Il y a quelques jours, j’ai été victime d’un grave accident de scooter. Sur le périphérique, à environ 55 km/h, une voiture m’a percuté légèrement. Je me suis retrouvé projeté au sol, le scooter sur le corps. Puis le temps s’est arrêté.
Derrière moi arrivaient d’autres véhicules. Par un concours de circonstances que je ne saurai jamais expliquer, ils ont tous réussi à freiner à temps. La voiture qui me suivait s’est immobilisée à quelques centimètres seulement de ma tête. Quelques centimètres… entre la vie et la mort.
Je m’en suis sorti avec une côte cassée, une autre fêlée, de nombreuses contusions et une profonde cicatrice intérieure. En réalité, j’aurais pu ne jamais écrire ces quelques lignes.
Et puis aujourd’hui, j’apprends qu’un homme que je connaissais, un père de famille que je croisais régulièrement, dont les enfants fréquentaient la même école que les miens, un homme souriant, agréable et profondément sympathique, est tombé de son vélo. Une chute apparemment banale. Sa tête a heurté le trottoir. Il est tombé dans le coma… et il est parti quelques jours plus tard.
Comment comprendre cela ?
Comment expliquer que l’un survive à un accident qui semblait presque impossible à surmonter, tandis qu’un autre perde la vie à la suite d’une chute qui paraît si simple ?
Je n’ai pas la réponse. Personne ne l’a.
Mais cette épreuve m’a appris une chose essentielle : nous ne maîtrisons absolument rien. Nous faisons des projets, nous bâtissons des ambitions, nous nous inquiétons pour des détails, nous nous disputons parfois pour des futilités… alors qu’en une seule seconde, tout peut s’arrêter.
Une vie entière peut basculer en un instant.
Alors oui, cela oblige à regarder le monde autrement.
Cela oblige à remercier l’Éternel, chaque matin, simplement d’avoir ouvert les yeux. D’avoir la possibilité de respirer, de marcher, d’embrasser ceux que l’on aime, de travailler, de choisir notre chemin. Car la plus grande richesse qui nous est donnée est sans doute celle-ci : le libre arbitre. Celui de décider qui nous voulons être, ce que nous voulons construire et ce que nous refusons désormais d’accepter.
Nous ne sommes pas condamnés à subir ce qui détruit notre paix intérieure.
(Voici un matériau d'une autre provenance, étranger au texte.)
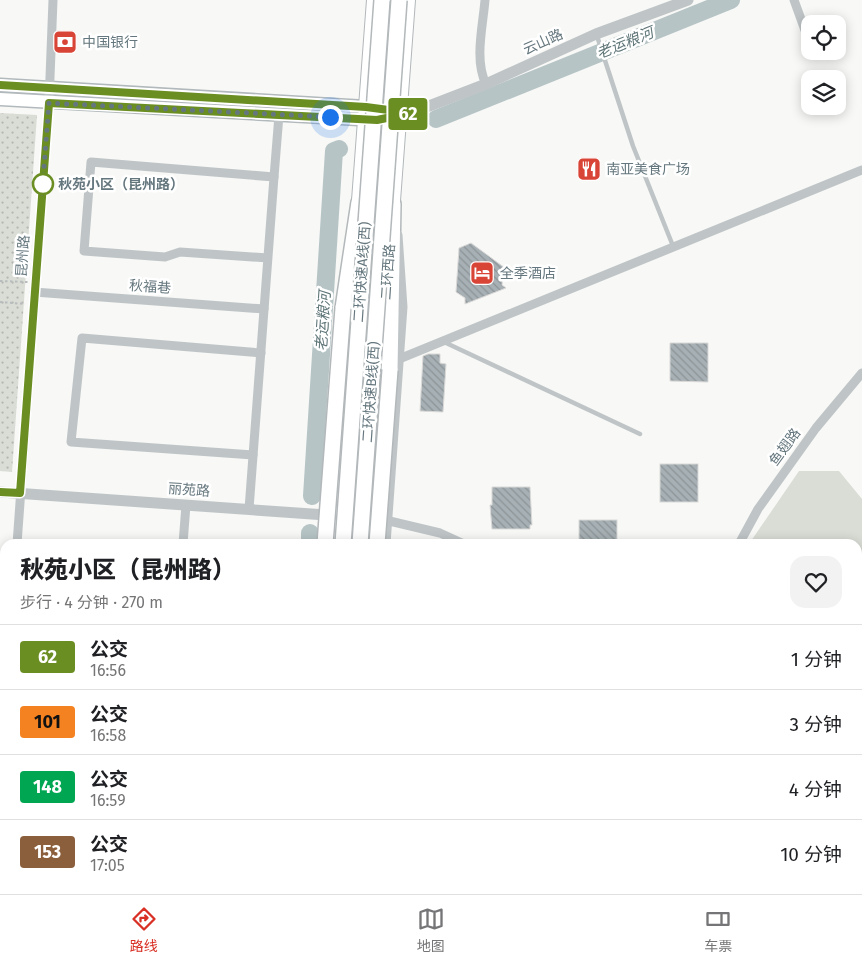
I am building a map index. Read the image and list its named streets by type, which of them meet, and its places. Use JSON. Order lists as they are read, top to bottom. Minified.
{"streets":{"highway":["二环快速A线(西)","二环快速B线(西)"],"main road":["二环西路"],"street":["云山路","昆州路","秋福巷","鱼翅路","丽苑路"]},"crossings":[["云山路","二环西路"],["昆州路","秋福巷"],["昆州路","丽苑路"],["二环西路","丽苑路"]],"water":["老运粮河"],"places":{"bank":["中国银行"],"restaurant":["南亚美食广场"],"other":["秋苑小区（昆州路）"],"hotel":["全季酒店"]},"lines":["bus line 62"],"page":{"on_map":"62","heading":["秋苑小区（昆州路）","步行 · 4 分钟 · 270 m"],"list":[{"mark":"62","name":"公交","note":"16:56","value":"1 分钟"},{"mark":"101","name":"公交","note":"16:58","value":"3 分钟"},{"mark":"148","name":"公交","note":"16:59","value":"4 分钟"},{"mark":"153","name":"公交","note":"17:05","value":"10 分钟"}],"tabs":["路线","地图","车票"]}}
Nous avons le droit — et parfois le devoir — de dire non à ce qui nous éloigne de notre dignité, de notre sérénité ou de nos valeurs. Car remettre ces choix à plus tard, c’est parfois courir le risque de ne jamais avoir le temps de les faire.
Essayons aussi de vivre autrement avec les autres.
Ne restons pas fâchés. Pardonnons lorsque cela est possible. Ne gaspillons pas notre énergie à critiquer ou à juger. Offrons un sourire, un mot bienveillant, une main tendue. Derrière chaque visage se cache un combat que nous ignorons.
Quels que soient nos soucis, aussi lourds soient-ils aujourd’hui, ils finiront par s’apaiser. Rien n’est éternel, ni les épreuves, ni les souffrances. En revanche, le bien que nous faisons autour de nous laisse une trace qui dépasse souvent notre propre existence.
La vie est d’une beauté infinie précisément parce qu’elle est fragile.
Chaque minute est un cadeau. Chaque journée est une grâce. Rien ne nous appartient vraiment. Rien ne nous est définitivement acquis.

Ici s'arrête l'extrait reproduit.